The commitment of powerful forces has always depended for its outcome on the leadership strengths, strategy intelligence and tactical expertise of a clearly appointed supreme leader who you hoped was as mighty as his army. Where that hope proved to be misguided, the result was disposal of that failed leader.
The disposal of failed leaders is still a standard piece of management control theory. Non-executives too easily get hoodwinked by the dynamism and charisma of the Imperial boss. But the issues of strategic or operational failure, though they should predominate, are not often the cases which see watchdogs to bark - and bite.
The terminal errors concern matters such as ‘loan sales improperly booked over a technical issue’, ‘accounting problems’, ‘investigation of company financial controls’, etc. The matters certainly reflect impropriety but they don’t necessarily condemn the executive effectiveness of a company, or impugn the behaviour of the majority of its members.
Improper financial direction is undoubtedly a threat, but by far the biggest danger to the health and wealth of the business is simple, non-financial mismanagement. In these cases the watchdogs have very restricted powers. Not only is it hard to ascertain what’s going on, but it’s harder still to change it.
There is an experimental side to management, by its very nature. If something works, it is likely to be good management. If not, it undoubtedly is not. As with any good scientist, you observe the experiment carefully to analyse the action and the results.

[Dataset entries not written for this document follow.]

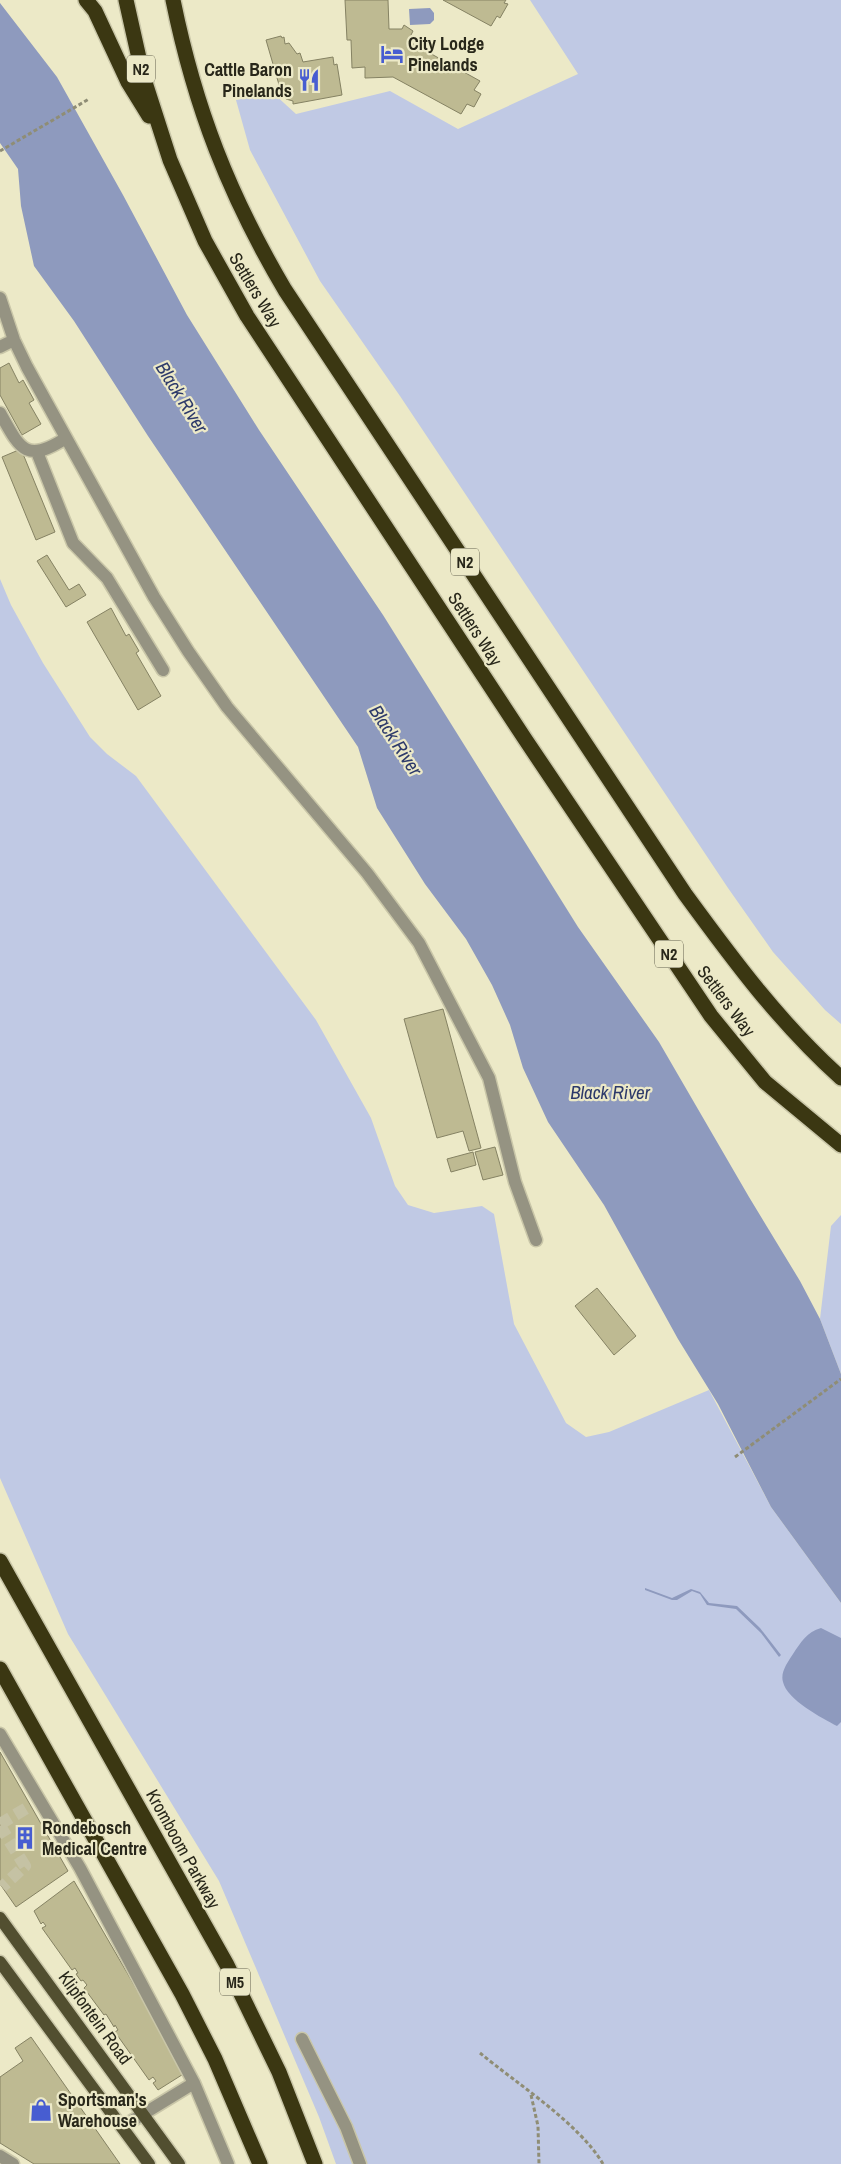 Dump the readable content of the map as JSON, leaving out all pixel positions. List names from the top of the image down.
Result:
{
  "streets": {
    "highway": [
      "N2",
      "Settlers Way",
      "Kromboom Parkway",
      "M5"
    ],
    "main road": ["Klipfontein Road"]
  },
  "water": ["Black River"],
  "places": {
    "hotel": ["City Lodge Pinelands"],
    "restaurant": ["Cattle Baron Pinelands"],
    "building": ["Rondebosch Medical Centre"],
    "shop": ["Sportsman's Warehouse"]
  }
} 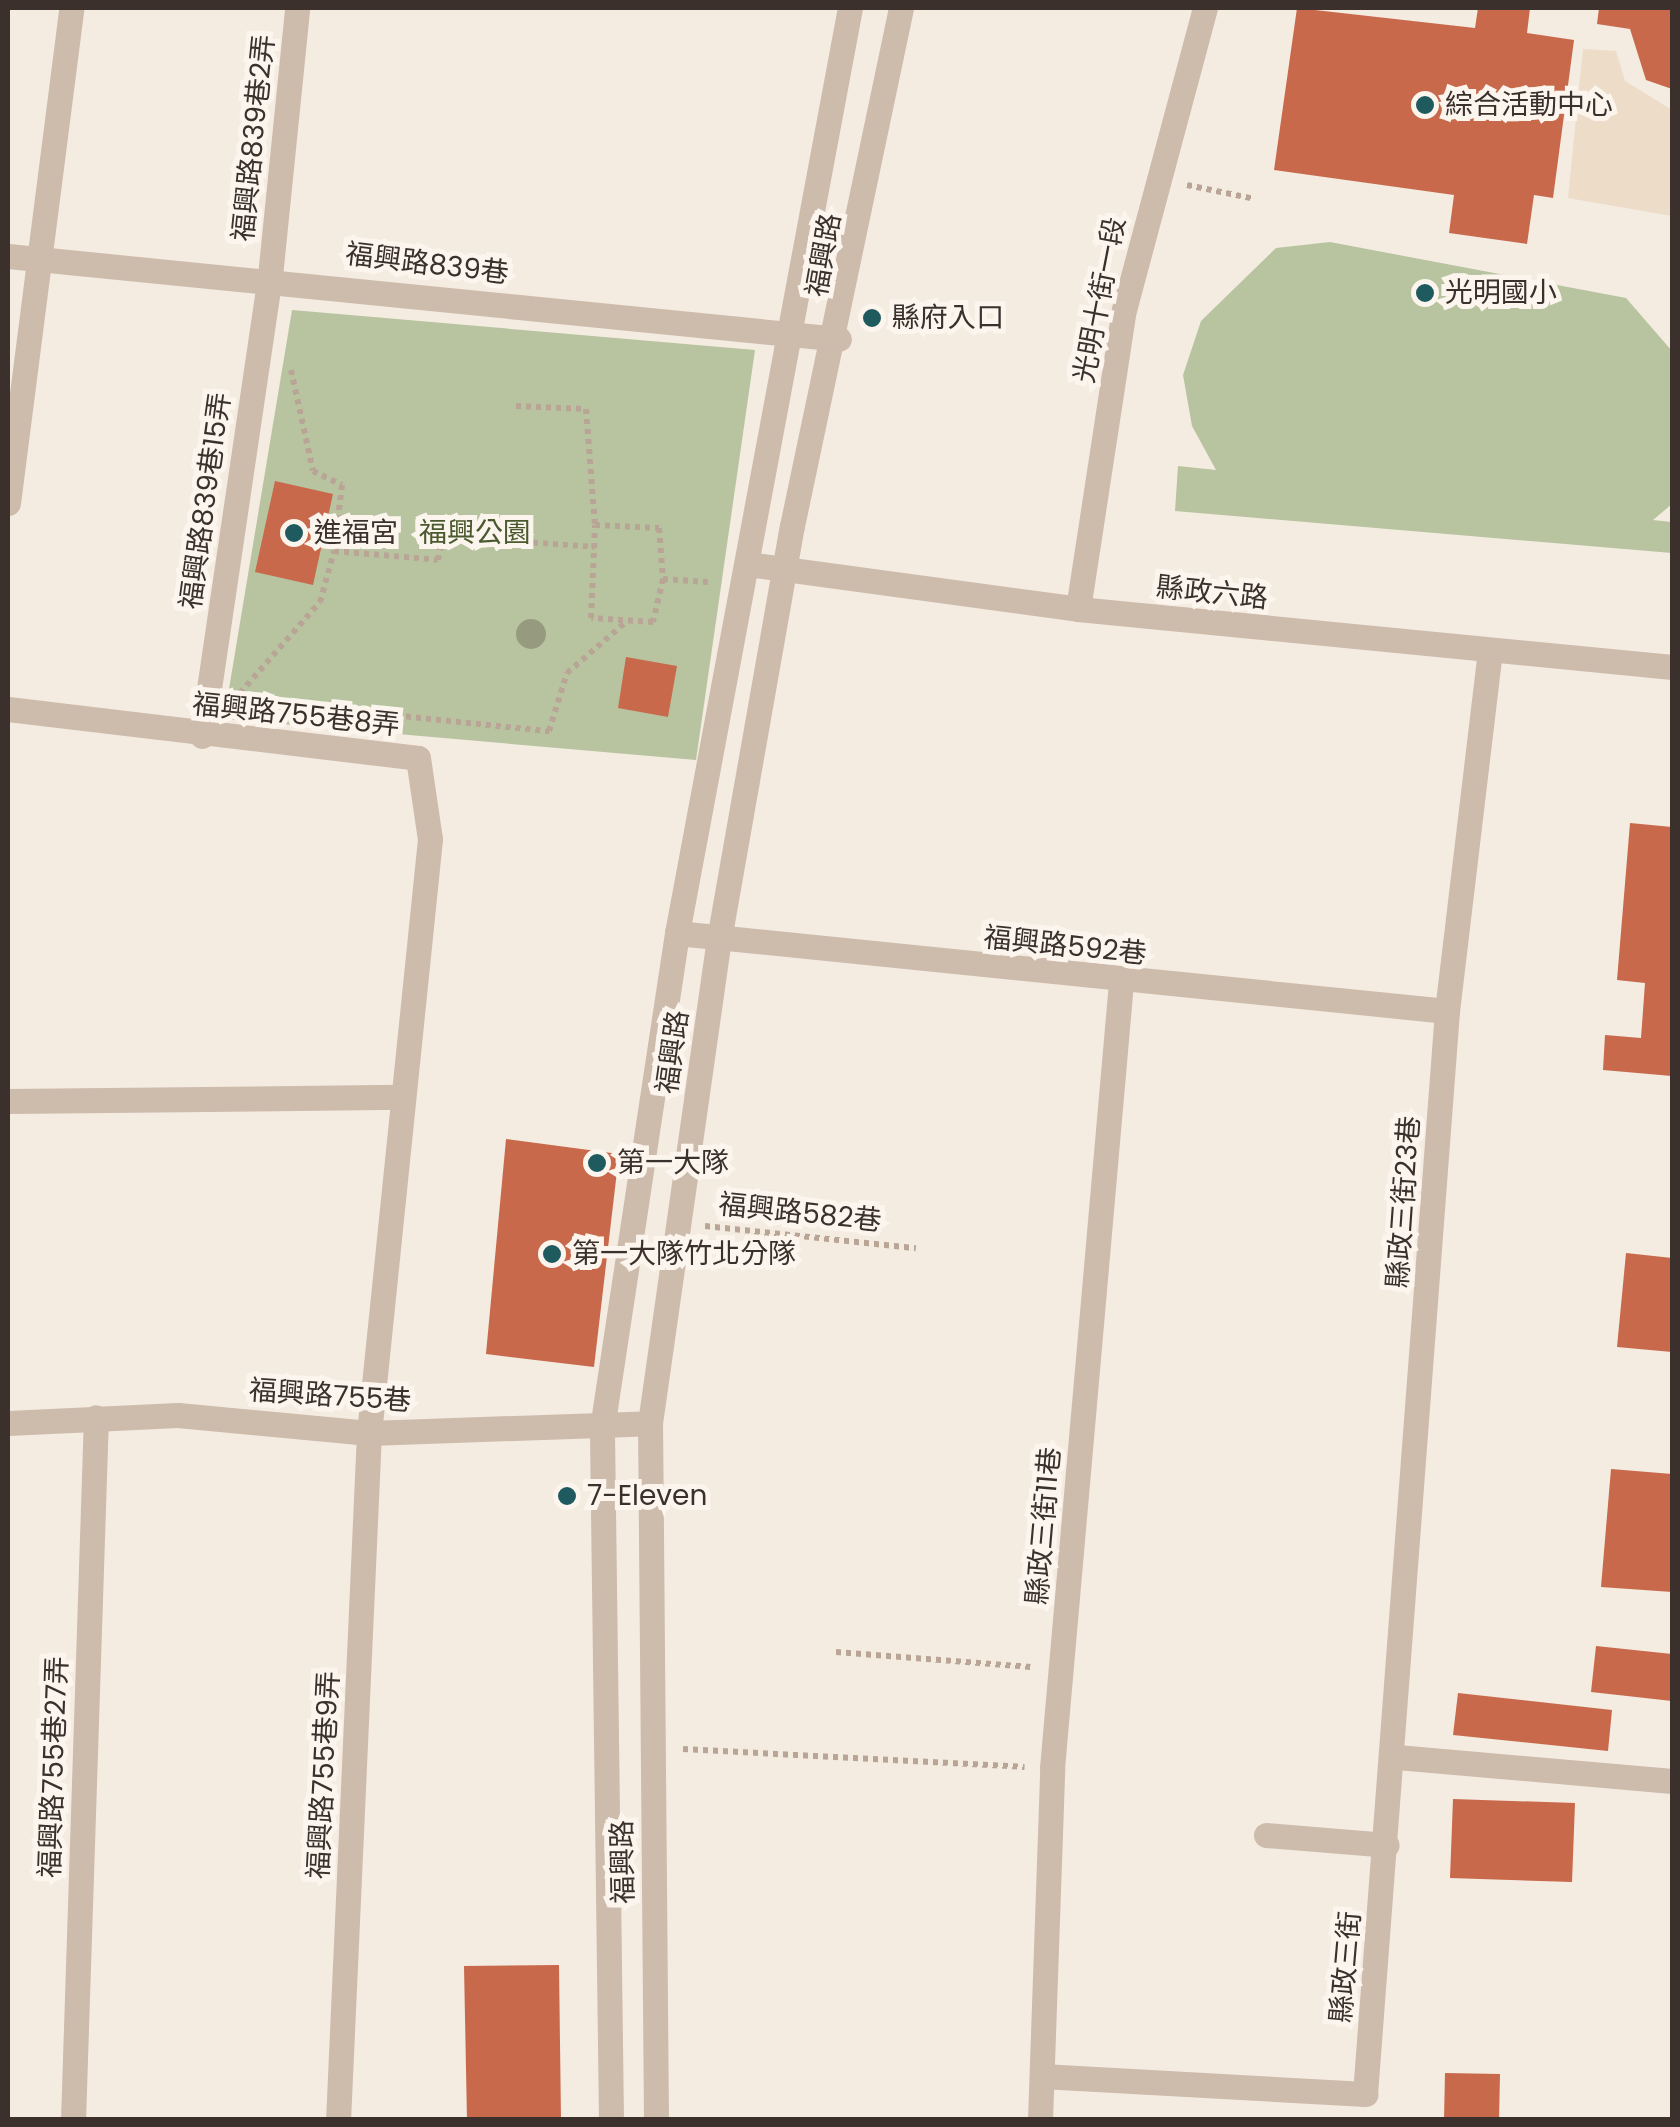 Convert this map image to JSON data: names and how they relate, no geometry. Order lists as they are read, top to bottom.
{
  "streets": {
    "street": [
      "福興路839巷2弄",
      "福興路",
      "福興路839巷",
      "光明十街一段",
      "福興路839巷15弄",
      "縣政六路",
      "福興路755巷8弄",
      "福興路592巷",
      "縣政三街23巷",
      "福興路755巷",
      "縣政三街11巷",
      "福興路755巷27弄",
      "福興路755巷9弄",
      "縣政三街"
    ],
    "path": ["福興路582巷"]
  },
  "crossings": [
    ["福興路839巷2弄", "福興路839巷"],
    ["福興路839巷2弄", "福興路839巷15弄"],
    ["福興路", "福興路839巷"],
    ["福興路", "縣政六路"],
    ["福興路", "福興路592巷"],
    ["福興路", "福興路582巷"],
    ["福興路", "福興路755巷"],
    ["福興路839巷", "福興路839巷15弄"],
    ["光明十街一段", "縣政六路"],
    ["福興路839巷15弄", "福興路755巷8弄"],
    ["縣政六路", "縣政三街23巷"],
    ["福興路755巷8弄", "福興路755巷"],
    ["福興路755巷8弄", "福興路755巷9弄"],
    ["福興路592巷", "縣政三街23巷"],
    ["福興路592巷", "縣政三街11巷"],
    ["縣政三街23巷", "縣政三街"],
    ["福興路755巷", "福興路755巷27弄"],
    ["福興路755巷", "福興路755巷9弄"],
    ["縣政三街11巷", "縣政三街"]
  ],
  "parks": ["福興公園"],
  "places": [
    "綜合活動中心",
    "光明國小",
    "縣府入口",
    "進福宮",
    "第一大隊",
    "第一大隊竹北分隊",
    "7-Eleven"
  ]
} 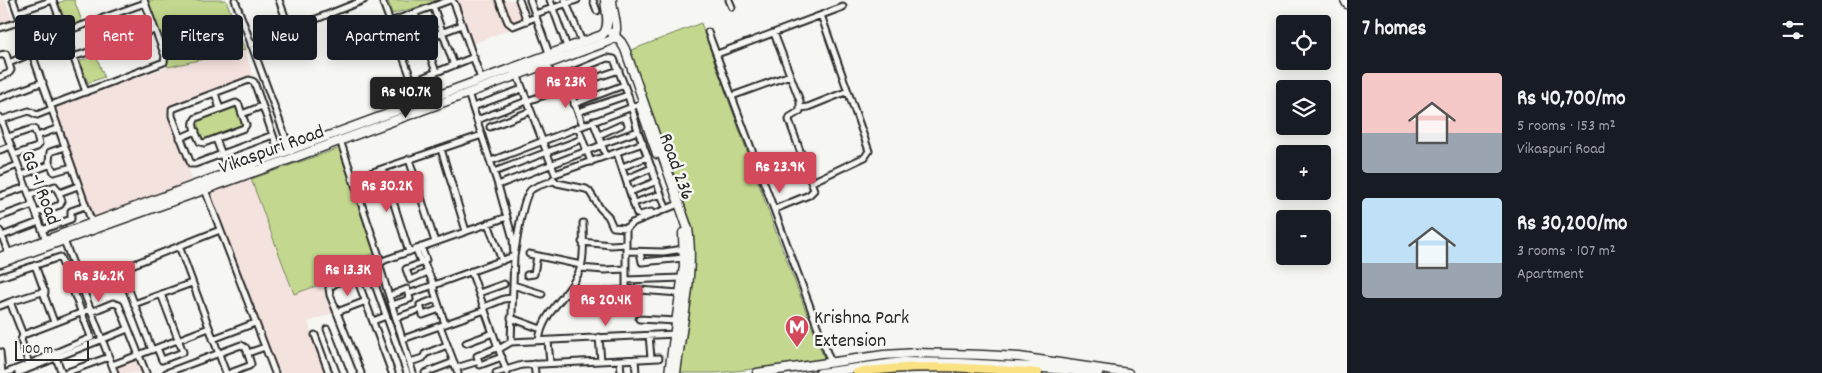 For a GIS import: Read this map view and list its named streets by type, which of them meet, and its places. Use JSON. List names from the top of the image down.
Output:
{
  "streets": {
    "street": ["Vikaspuri Road", "Road 236", "GG -1 Road"]
  },
  "crossings": [
    ["Vikaspuri Road", "Road 236"],
    ["Vikaspuri Road", "GG -1 Road"]
  ],
  "places": {
    "metro station": ["Krishna Park Extension"]
  },
  "scale_bar": "100 m",
  "page": {
    "heading": "7 homes",
    "map_buttons": ["+", "−"],
    "chip": [
      "Buy",
      "Rent",
      "Filters",
      "New",
      "Apartment"
    ],
    "list": [
      {
        "name": "Rs 40,700/mo",
        "note": "5 rooms · 153 m² · Vikaspuri Road"
      },
      {
        "name": "Rs 30,200/mo",
        "note": "3 rooms · 107 m² · Apartment"
      }
    ],
    "price": [
      "Rs 23K",
      "Rs 40.7K",
      "Rs 23.9K",
      "Rs 30.2K",
      "Rs 13.3K",
      "Rs 36.2K",
      "Rs 20.4K"
    ],
    "scale": "100 m"
  }
}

If people ignore or dismiss powerful management principles, the watchdogs should ask why - loud and clear - before bad figures show bad consequences. Well devised and executed policy should make managers immune from watchdog interference. Once dishonest, unethical conduct is allowed to take hold, failure will follow.Managers not only need all the moral reinforcement available from external sources. They must also ensure they are their own toughest watchdog.